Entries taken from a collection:

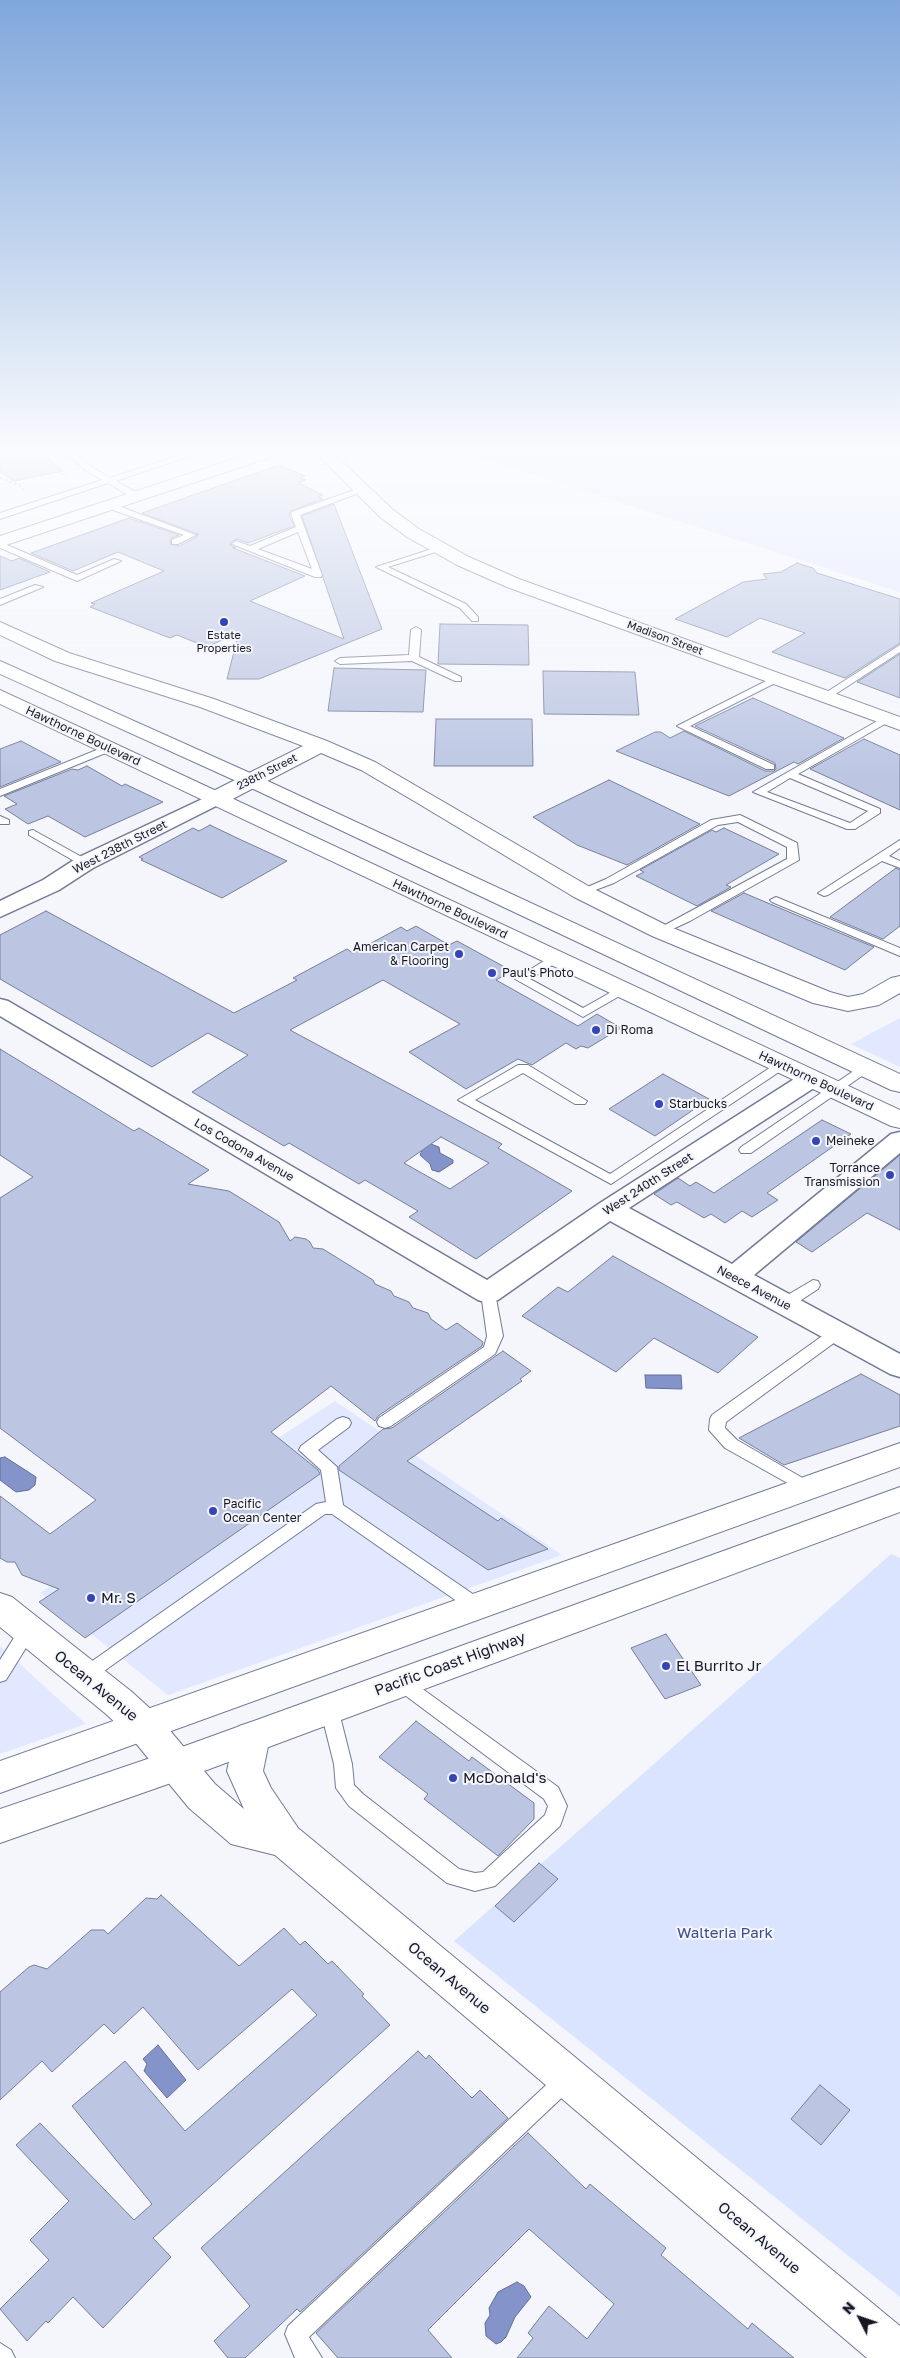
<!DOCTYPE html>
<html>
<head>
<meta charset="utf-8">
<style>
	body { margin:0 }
	#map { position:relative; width:900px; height:2358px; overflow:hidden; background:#f4f6fc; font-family:"Golos Text",sans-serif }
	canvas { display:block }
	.north { position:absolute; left:835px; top:2293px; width:50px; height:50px; -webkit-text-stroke:4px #f4f6fc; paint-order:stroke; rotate:311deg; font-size:14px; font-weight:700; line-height:20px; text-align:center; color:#161923 }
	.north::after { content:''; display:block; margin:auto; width:18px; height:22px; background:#161923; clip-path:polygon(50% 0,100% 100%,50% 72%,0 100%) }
</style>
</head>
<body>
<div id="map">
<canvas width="900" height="2358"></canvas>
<div class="north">N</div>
</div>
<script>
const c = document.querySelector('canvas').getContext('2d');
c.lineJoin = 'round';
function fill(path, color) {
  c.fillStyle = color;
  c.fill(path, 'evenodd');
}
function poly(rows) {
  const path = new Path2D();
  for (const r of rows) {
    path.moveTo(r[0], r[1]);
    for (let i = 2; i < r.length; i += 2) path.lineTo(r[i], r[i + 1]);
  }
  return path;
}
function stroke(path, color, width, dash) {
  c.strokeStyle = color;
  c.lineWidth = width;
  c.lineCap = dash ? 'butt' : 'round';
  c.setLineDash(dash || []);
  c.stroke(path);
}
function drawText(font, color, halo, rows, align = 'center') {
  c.font = font + ' "Golos Text",sans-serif';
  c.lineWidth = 4;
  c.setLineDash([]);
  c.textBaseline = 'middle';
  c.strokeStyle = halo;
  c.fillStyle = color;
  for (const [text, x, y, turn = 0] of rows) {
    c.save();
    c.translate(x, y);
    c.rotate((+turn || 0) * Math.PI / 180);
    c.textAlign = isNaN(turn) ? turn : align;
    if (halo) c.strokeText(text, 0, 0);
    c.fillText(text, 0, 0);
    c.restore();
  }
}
fill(poly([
	[450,448,900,448,900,592,834,571],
	[900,1018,900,1067,851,1044],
	[335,1401,562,1555,168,1695,40,1593],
	[0,1646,86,1724,0,1754]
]), '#e1e8ff');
fill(poly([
	[891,1554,900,1558,900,2297,454,1941]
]), '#dbe4fe');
const water = poly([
	[428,1143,439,1147,440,1153,453,1160,453,1163,439,1172,432,1170,430,1164,420,1155,424,1146,428,1143],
	[645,1375,681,1375,682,1389,646,1388,645,1375],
	[5,1457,36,1477,35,1485,29,1490,16,1492,0,1480,0,1458,5,1457],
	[158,2045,186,2080,167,2098,144,2071,147,2064,143,2059,158,2045],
	[517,2282,524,2286,531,2297,515,2317,506,2337,501,2342,496,2344,486,2336,485,2323,490,2315,489,2308,498,2292,517,2282]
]);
fill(water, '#8494cb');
stroke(water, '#636f99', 1);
const building = poly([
	[0,448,35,448,63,471,14,481,0,472,0,448],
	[279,465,305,476,300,478,306,480,298,483,323,495,318,497,323,499,290,511,289,515,294,526,248,543,237,539,231,542,230,545,236,548,233,548,305,576,250,601,344,639,302,516,334,504,382,629,259,679,227,679,239,632,207,647,177,635,170,638,90,607,95,604,91,603,164,571,118,552,73,571,31,553,129,518,179,535,171,538,170,544,179,546,197,537,198,534,142,513,279,465],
	[0,556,12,561,19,558,50,572,0,590,0,556],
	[797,563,813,568,817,573,900,599,900,643,845,678,772,652,805,633,760,618,727,637,675,619,743,582,767,579,763,574,781,572,797,563],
	[440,624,528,625,529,665,438,664,440,624],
	[900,654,900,698,857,682,900,654],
	[334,668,426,670,423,712,328,711,334,668],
	[543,671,635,672,639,715,544,714,543,671],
	[753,698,844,738,798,764,794,762,729,796,616,751,655,732,661,732,670,738,684,731,765,771,774,771,776,769,775,763,695,726,753,698],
	[436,719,532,719,533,766,434,766,436,719],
	[864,739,900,755,900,810,810,769,864,739],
	[21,741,61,762,0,787,0,749,21,741],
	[87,766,122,786,125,784,163,802,85,837,48,816,28,824,5,809,17,804,4,796,72,769,78,770,87,766],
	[609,780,700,824,627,865,577,845,533,817,609,780],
	[210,825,237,838,287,861,222,898,141,860,143,859,139,857,193,828,199,831,210,825],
	[724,828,779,854,726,885,731,887,697,906,636,876,644,872,640,870,712,830,716,832,724,828],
	[896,868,900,870,900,926,883,939,830,917,896,868],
	[744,893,820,925,874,947,845,970,711,911,744,893],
	[46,911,234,1013,297,980,293,978,347,949,353,953,401,927,407,931,416,926,449,945,457,941,512,971,496,980,578,1026,597,1014,621,1028,588,1048,581,1046,576,1049,566,1043,532,1065,518,1059,466,1089,409,1052,460,1024,383,980,290,1030,502,1144,498,1148,572,1191,476,1259,409,1217,418,1211,365,1180,359,1184,289,1143,284,1146,192,1092,248,1055,208,1033,152,1067,0,979,0,935,46,911],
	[441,1137,489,1163,450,1189,404,1163,441,1137],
	[0,1049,134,1131,139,1128,209,1170,188,1184,229,1191,279,1222,290,1241,295,1237,306,1239,310,1242,313,1248,323,1249,373,1280,375,1284,391,1291,394,1296,409,1302,413,1308,428,1313,431,1319,446,1330,457,1323,483,1342,482,1346,378,1416,375,1421,331,1386,271,1432,318,1470,320,1474,85,1638,39,1602,59,1589,22,1575,15,1562,7,1562,0,1558,0,1496,50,1534,96,1500,0,1428,0,1198,33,1177,0,1155,0,1049],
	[663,1074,709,1099,655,1136,609,1109,663,1074],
	[822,1120,851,1134,767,1193,778,1200,752,1217,742,1211,725,1223,711,1214,704,1218,677,1202,671,1205,654,1194,678,1178,690,1186,696,1182,714,1193,822,1120],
	[900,1155,900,1230,867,1213,812,1252,796,1242,900,1155],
	[613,1256,758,1337,718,1373,654,1338,616,1372,522,1316,558,1287,568,1292,613,1256],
	[503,1351,531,1371,520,1379,522,1381,407,1461,498,1521,501,1518,548,1549,488,1570,339,1470,339,1466,383,1429,392,1428,503,1351],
	[861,1374,900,1395,900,1426,784,1465,739,1438,861,1374],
	[666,1634,701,1685,665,1699,631,1648,666,1634],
	[416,1721,469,1761,472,1757,534,1803,534,1819,498,1856,424,1799,428,1794,379,1757,416,1721],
	[539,1863,558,1879,514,1922,495,1906,539,1863],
	[161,1895,239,1966,284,1928,300,1945,305,1941,328,1964,332,1961,364,1994,362,1996,390,2025,153,2238,171,2257,103,2328,73,2297,48,2323,46,2321,27,2341,0,2309,49,2260,30,2240,69,2201,16,2145,40,2123,134,2220,152,2204,72,2106,125,2061,185,2131,317,2015,292,1989,198,2070,143,2007,114,2034,104,2024,52,2072,42,2061,0,2100,0,1992,29,1967,34,1965,47,1969,91,1930,104,1930,108,1934,146,1898,157,1899,161,1895],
	[418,2051,426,2059,429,2055,472,2098,480,2090,508,2118,300,2312,297,2309,245,2358,228,2358,214,2341,250,2306,201,2248,418,2051],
	[820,2085,850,2110,821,2145,791,2119,820,2085],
	[528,2133,586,2189,590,2184,666,2248,661,2255,748,2329,752,2323,794,2358,517,2358,533,2338,528,2333,549,2306,587,2339,614,2304,529,2229,428,2330,452,2358,338,2358,316,2333,528,2133]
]);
fill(building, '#bcc6e3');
stroke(building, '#767e99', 1);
const service = poly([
	[61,448,70,448,92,467,110,478,201,448,213,448,116,481,141,495,141,499,135,499,108,483,0,519,0,513,102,480,86,471,61,448],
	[360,488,367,490,300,515,322,575,321,577,315,577,232,544,236,541,250,546,296,527,291,514,292,512,360,488],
	[298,532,312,569,258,549,298,532],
	[107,504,113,504,196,535,178,544,172,544,172,540,184,535,107,508,107,504],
	[0,542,77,575,114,559,121,561,77,581,0,548,0,542],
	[438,547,445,549,388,567,466,604,478,617,478,621,472,621,460,608,376,567,438,547],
	[35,585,43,587,0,605,0,599,35,585],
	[416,627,421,630,419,657,461,677,461,681,455,681,412,661,340,664,335,661,340,658,409,655,411,630,416,627],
	[900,645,900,652,828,699,820,699,819,697,900,645],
	[776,676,779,677,779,681,690,726,774,765,774,769,766,769,677,726,776,676],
	[886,716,890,717,890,721,798,774,880,809,880,813,855,829,847,829,753,792,886,716],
	[790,778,868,811,850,823,767,792,790,778],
	[109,745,114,748,113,750,0,796,0,789,109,745],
	[740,815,797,843,799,860,690,921,664,933,660,935,654,931,787,859,787,847,738,822,718,825,614,883,582,895,576,892,606,879,711,820,740,815],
	[0,816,9,820,9,824,0,824,0,816],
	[33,830,89,861,91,863,89,865,81,865,29,835,29,831,33,830],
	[900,840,900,848,889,856,900,861,900,868,882,861,828,895,824,896,818,893,900,840],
	[776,897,900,948,900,956,772,902,770,900,776,897],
	[555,954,559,955,561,958,559,961,530,979,583,1008,620,987,628,987,630,990,583,1017,515,979,555,954],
	[780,1061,785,1062,786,1065,785,1068,611,1184,458,1100,518,1065,528,1065,587,1101,585,1104,575,1104,523,1073,475,1100,610,1174,780,1061],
	[864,1064,869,1065,870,1068,869,1071,751,1153,741,1153,739,1150,741,1147,864,1064],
	[813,1280,818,1281,820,1285,818,1289,789,1308,779,1308,777,1304,779,1300,813,1280],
	[488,1288,493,1289,495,1293,503,1336,495,1354,391,1426,385,1428,379,1426,377,1422,379,1418,484,1347,487,1336,481,1293,483,1289,488,1288],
	[837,1328,842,1329,844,1333,842,1337,726,1422,725,1428,737,1440,813,1484,815,1488,813,1492,807,1494,725,1448,709,1430,710,1419,712,1415,832,1329,837,1328],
	[343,1417,349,1419,351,1423,349,1427,318,1450,337,1467,343,1505,483,1601,486,1606,483,1611,477,1613,471,1611,332,1514,325,1514,90,1681,84,1683,78,1681,75,1676,78,1671,316,1504,326,1502,321,1470,299,1450,301,1446,337,1419,343,1417],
	[28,1623,34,1625,37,1630,6,1680,0,1682,0,1660,22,1625,28,1623],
	[400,1675,406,1677,558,1787,567,1806,560,1826,495,1886,475,1891,447,1883,349,1806,336,1788,334,1764,320,1708,323,1703,329,1700,335,1703,338,1708,352,1764,354,1785,363,1794,459,1869,475,1873,483,1872,545,1815,548,1806,544,1799,394,1687,391,1682,394,1677,400,1675],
	[566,2070,573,2073,576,2080,573,2087,309,2337,322,2358,295,2358,285,2334,288,2326,559,2073,566,2070],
	[0,2343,11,2350,15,2358,0,2358,0,2343]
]);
const minor = poly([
	[215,793,222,795,225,799,222,803,93,868,59,890,0,917,0,901,43,880,77,858,215,793],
	[0,999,8,1001,487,1280,600,1203,802,1074,811,1072,820,1074,823,1079,820,1084,629,1208,732,1264,891,1134,900,1132,900,1153,754,1275,900,1354,900,1377,890,1374,610,1221,498,1300,488,1303,478,1300,0,1016,0,999]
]);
const tertiary = poly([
	[0,622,69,653,214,699,327,741,375,762,590,887,668,926,830,992,848,997,863,994,891,978,900,976,900,993,879,1005,848,1011,813,1003,652,936,574,897,414,801,361,770,321,753,223,804,215,805,207,804,204,799,207,794,303,746,200,707,55,661,0,635,0,622],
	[0,1593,12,1597,132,1692,156,1714,215,1784,244,1809,227,1771,234,1737,239,1726,252,1722,265,1726,270,1737,263,1771,271,1788,298,1828,900,2326,900,2358,867,2358,275,1855,231,1844,189,1808,130,1736,106,1714,0,1627,0,1593]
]);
const secondary = poly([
	[267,448,291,448,289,451,0,547,0,536,267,448],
	[311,448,328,448,392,509,419,529,469,557,519,579,900,717,900,730,507,587,457,565,407,537,380,517,311,448]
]);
const primary = poly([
	[0,661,259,777,900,1074,900,1092,891,1090,245,785,0,674,0,661],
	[0,690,900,1110,900,1128,891,1126,0,704,0,690]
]);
const trunk = poly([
	[900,1443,900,1467,0,1793,0,1761,900,1443],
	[900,1487,900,1512,188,1777,0,1843,0,1809,171,1751,900,1487]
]);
stroke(service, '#727a95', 2);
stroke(minor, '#727a95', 3);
stroke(tertiary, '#727a95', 2);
stroke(secondary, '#727a95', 2);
stroke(primary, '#727a95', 2);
stroke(trunk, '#727a95', 2);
stroke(poly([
	[49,459,56,458],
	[58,472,68,476],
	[0,478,19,485,24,490]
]), '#a1a4ab', 2, [2.5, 2.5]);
fill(service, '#fff');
fill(minor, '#fff');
fill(tertiary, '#fff');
fill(secondary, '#fff');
fill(primary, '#fff');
fill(trunk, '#fff');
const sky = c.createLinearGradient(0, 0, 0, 778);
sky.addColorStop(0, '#80a7dc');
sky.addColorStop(0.58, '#fafbfe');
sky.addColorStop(1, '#fafbfe00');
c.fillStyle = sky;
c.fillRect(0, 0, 900, 778);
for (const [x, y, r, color] of [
	[224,622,5,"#3544b7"],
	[459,954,5,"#3544b7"],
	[492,973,5,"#3544b7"],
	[596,1030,5,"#3544b7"],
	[659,1104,5,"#3544b7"],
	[816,1141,5,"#3544b7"],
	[890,1175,5,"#3544b7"],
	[213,1511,5,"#3544b7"],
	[91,1598,5,"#3544b7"],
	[666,1666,5,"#3544b7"],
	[453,1778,5,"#3544b7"]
]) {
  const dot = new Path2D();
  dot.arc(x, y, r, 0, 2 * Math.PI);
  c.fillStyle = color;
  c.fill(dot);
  stroke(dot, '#f4f6fc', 2);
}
drawText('11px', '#161923', '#f4f6fc', [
	["Estate",224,636],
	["Properties",224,649]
]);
drawText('11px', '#161923', '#f4f6fc', [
	["Madison Street",665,638,20],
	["238th Street",267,772,-27]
]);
drawText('12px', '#161923', '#f4f6fc', [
	["Hawthorne Boulevard",83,736,25],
	["West 238th Street",120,847,-27],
	["Hawthorne Boulevard",450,909,25],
	["Hawthorne Boulevard",816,1081,25],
	["Los Codona Avenue",244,1150,30],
	["West 240th Street",648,1184,-33],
	["Neece Avenue",754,1288,28]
]);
drawText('12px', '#161923', '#f4f6fc', [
	["American Carpet",449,947,"right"],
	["& Flooring",449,961,"right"],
	["Paul's Photo",502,973],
	["Di Roma",606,1030],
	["Starbucks",669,1104],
	["Meineke",826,1141],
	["Torrance",880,1168,"right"],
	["Transmission",880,1182,"right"],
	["Pacific",223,1504],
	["Ocean Center",223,1518]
], 'left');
drawText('15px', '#161923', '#f4f6fc', [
	["Mr. S",101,1598],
	["El Burrito Jr",676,1666],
	["McDonald's",463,1778]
], 'left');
drawText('15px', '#161923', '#f4f6fc', [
	["Pacific Coast Highway",450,1664,-20],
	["Ocean Avenue",96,1686,39],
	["Ocean Avenue",449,1978,40],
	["Ocean Avenue",759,2238,40]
]);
drawText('15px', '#3e4d92', '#f4f6fc', [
	["Walteria Park",725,1933]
]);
</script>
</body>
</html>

TASK STATEMENT:
Copy out each line of the data in which the word "rows" appears.

ANSWER BOX:
function poly(rows) {
  for (const r of rows) {
function drawText(font, color, halo, rows, align = 'center') {
  for (const [text, x, y, turn = 0] of rows) {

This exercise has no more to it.